América Latina vive un momento decisivo. La democracia, ese sistema que tantas generaciones soñaron y defendieron con sacrificio, parece hoy caminar sobre una cuerda floja. Los titulares se repiten: presidentes que concentran el poder, tribunales debilitados, parlamentos convertidos en sellos de goma y sociedades cada vez más cansadas de promesas incumplidas. El desencanto se siente en las calles, en las urnas y en las miradas de millones de jóvenes que han perdido la fe en que las instituciones puedan dar respuesta a sus necesidades más urgentes.

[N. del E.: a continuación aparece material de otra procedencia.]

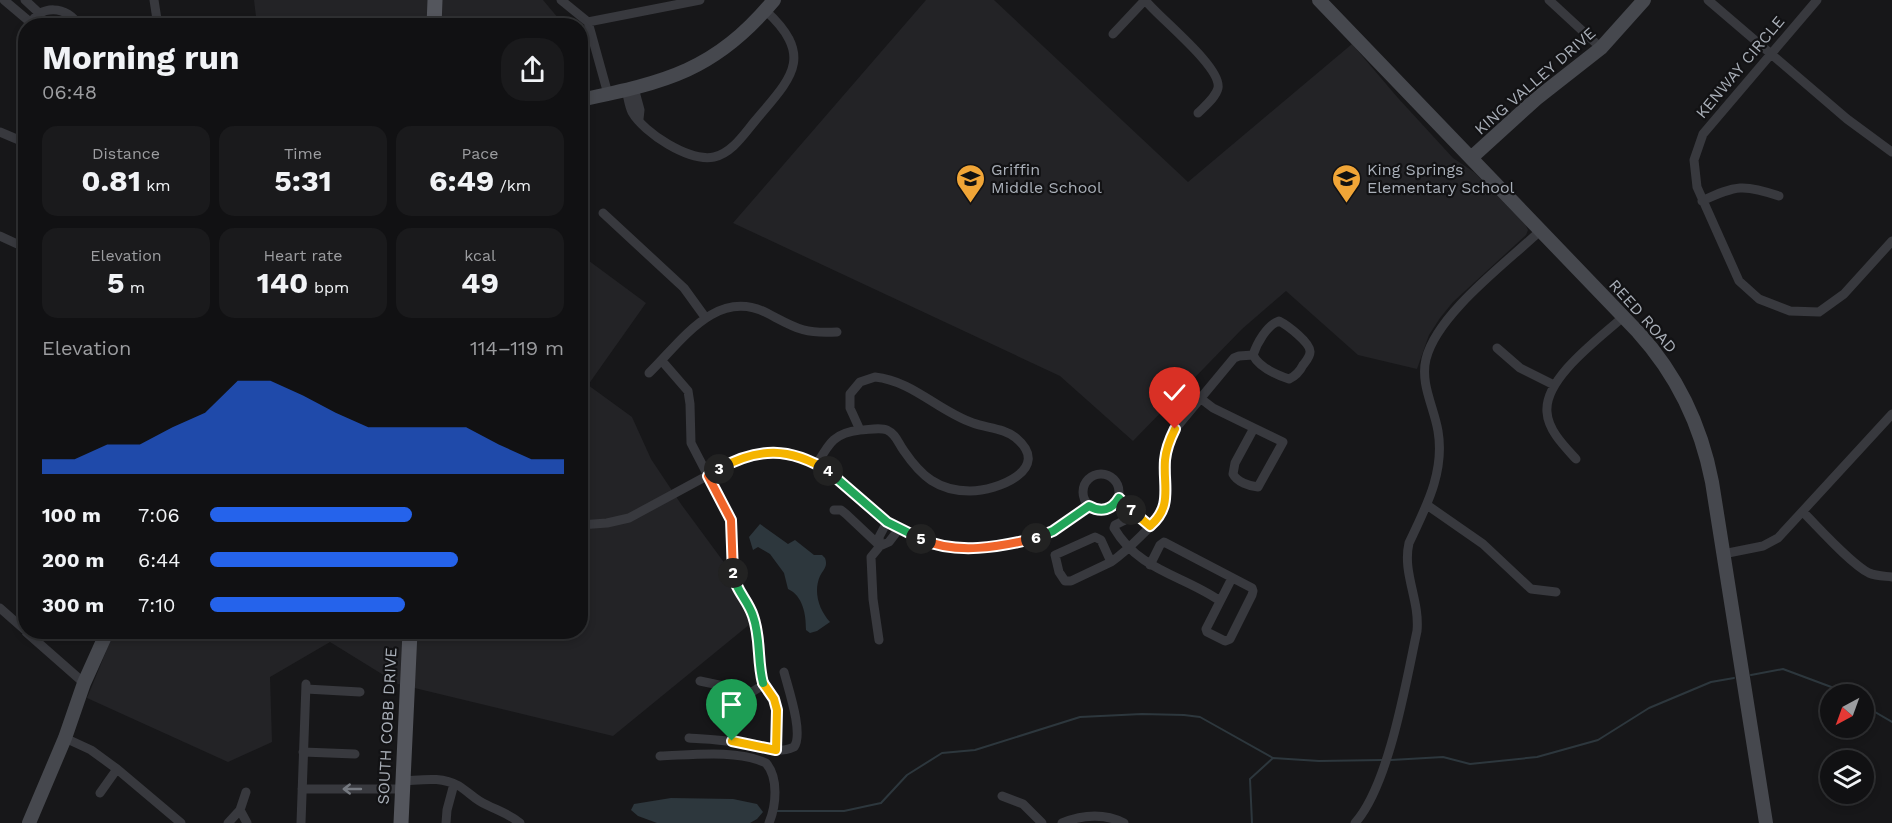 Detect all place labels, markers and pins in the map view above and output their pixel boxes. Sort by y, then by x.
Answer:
place label: Griffin Middle School [991,160,1102,197]
place label: King Springs Elementary School [1367,160,1515,197]
school or university icon: Griffin Middle School [954,162,986,204]
school or university icon: King Springs Elementary School [1330,162,1362,204]
pin [1149,367,1200,429]
pin: 3 [704,454,734,484]
pin: 4 [813,456,843,486]
pin: 7 [1116,495,1146,525]
pin: 6 [1021,523,1051,553]
pin: 5 [906,524,936,554]
pin: 2 [718,558,748,588]
pin [706,679,757,741] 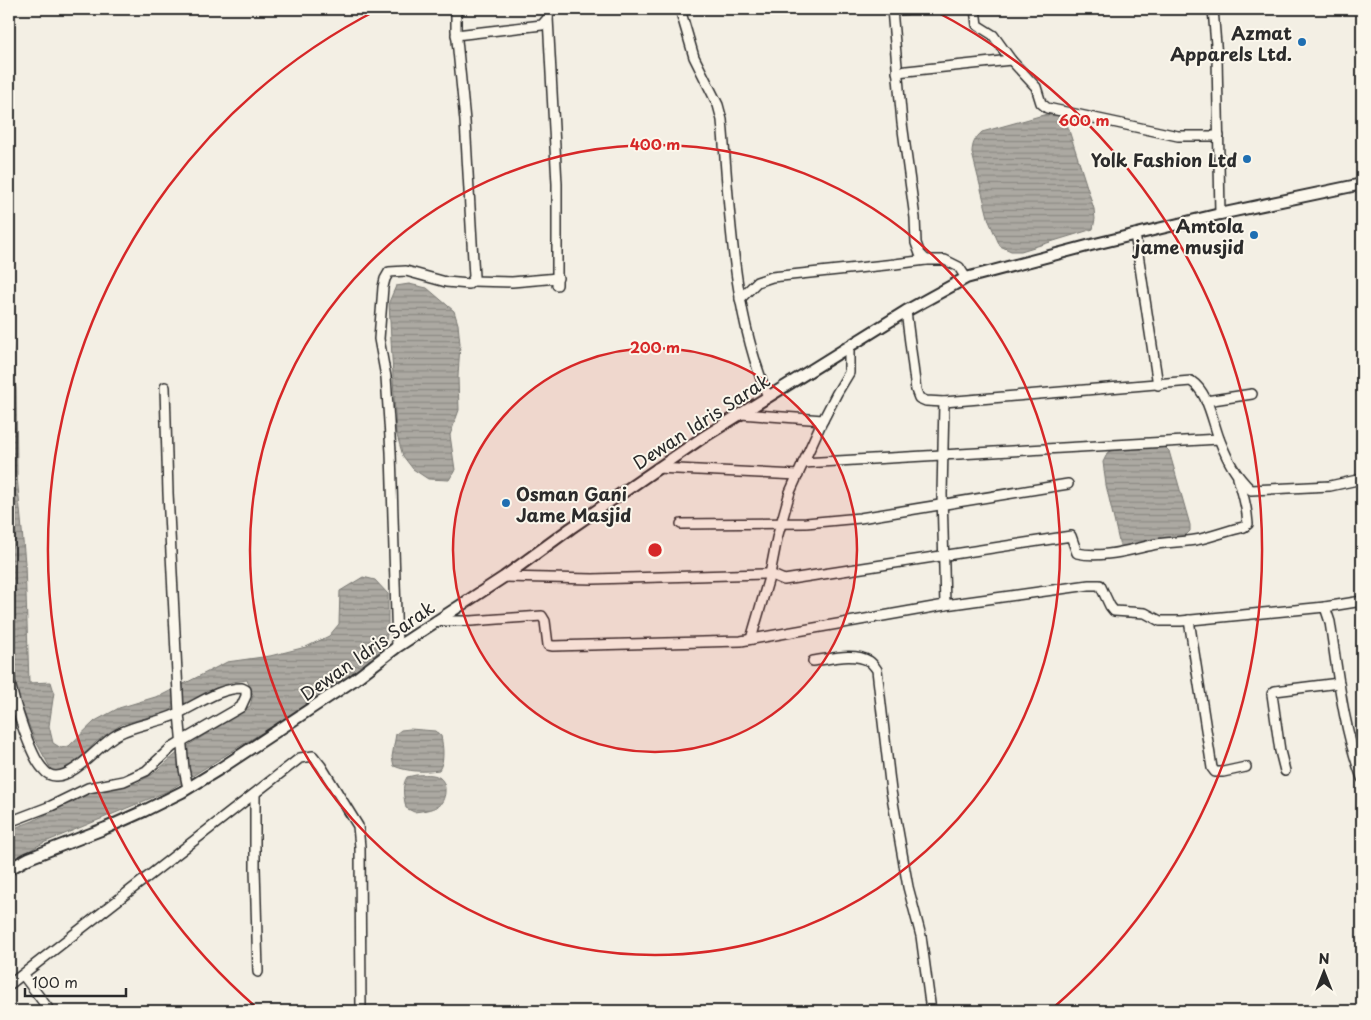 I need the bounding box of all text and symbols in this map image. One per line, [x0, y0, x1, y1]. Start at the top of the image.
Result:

La región muestra señales alarmantes. En El Salvador, el discurso de la seguridad se ha usado para justificar la concentración de poder y la suspensión de derechos básicos. En México, las reformas que afectan la independencia judicial encienden las alarmas sobre el futuro del Estado de derecho. En Bolivia y Ecuador, la polarización y la violencia política amenazan con arrastrar a sus pueblos a una espiral de inestabilidad. Mientras tanto, Uruguay, con su tradición institucional sólida, se mantiene como un faro solitario en medio de una tormenta democrática que parece imparable.
¿Y Panamá? Aunque muchos crean que aquí las instituciones son más firmes, sería ingenuo pensar que estamos inmunes. Las masivas protestas de 2023 y 2024 contra el contrato minero demostraron la fractura profunda entre ciudadanía y Estado. La desconfianza hacia la clase política es cada vez más evidente, alimentada por escándalos de corrupción, clientelismo y la incapacidad de dar respuestas efectivas a problemas estructurales como el sistema de pensiones, la desigualdad social o la crisis educativa.
El peligro está en creer que el debilitamiento democrático ocurre de un día para otro. La historia enseña que se erosiona lentamente, casi de manera imperceptible. Primero se normaliza el ataque a las instituciones; luego se justifican los abusos en nombre de la “gobernabilidad”; y cuando finalmente reaccionamos, los espacios de libertad ya se han encogido demasiado. En ese escenario, Panamá debe mirarse en el espejo de la región y preguntarse: ¿queremos seguir el camino del desencanto y la resignación, o estamos dispuestos a defender con firmeza lo que hemos construido?
La democracia no es perfecta, y eso lo sabemos. Pero es el único sistema que permite corregir sus propios errores sin violencia, abrir las puertas a la participación ciudadana y dar voz a quienes históricamente fueron silenciados. Defenderla no significa negar sus fallas, sino tener el valor de exigir más transparencia, más rendición de cuentas y más justicia social.
El destino de Panamá no está escrito. Podemos convertirnos en un ejemplo de renovación democrática en la región, pero ello exige valentía: de nuestros líderes, para actuar con ética y visión de país; y de la ciudadanía, para mantener viva la llama de la vigilancia y la participación. Como latinoamericanos, cargamos la memoria de generaciones que lucharon por la libertad. Honremos ese legado. La democracia es frágil, pero también es fuerte cuando un pueblo decide cuidarla. Esa es la decisión que Panamá debe tomar hoy.
El autor es asistente investigador del Cieps (Centro Internacional de Estudios Políticos y Sociales).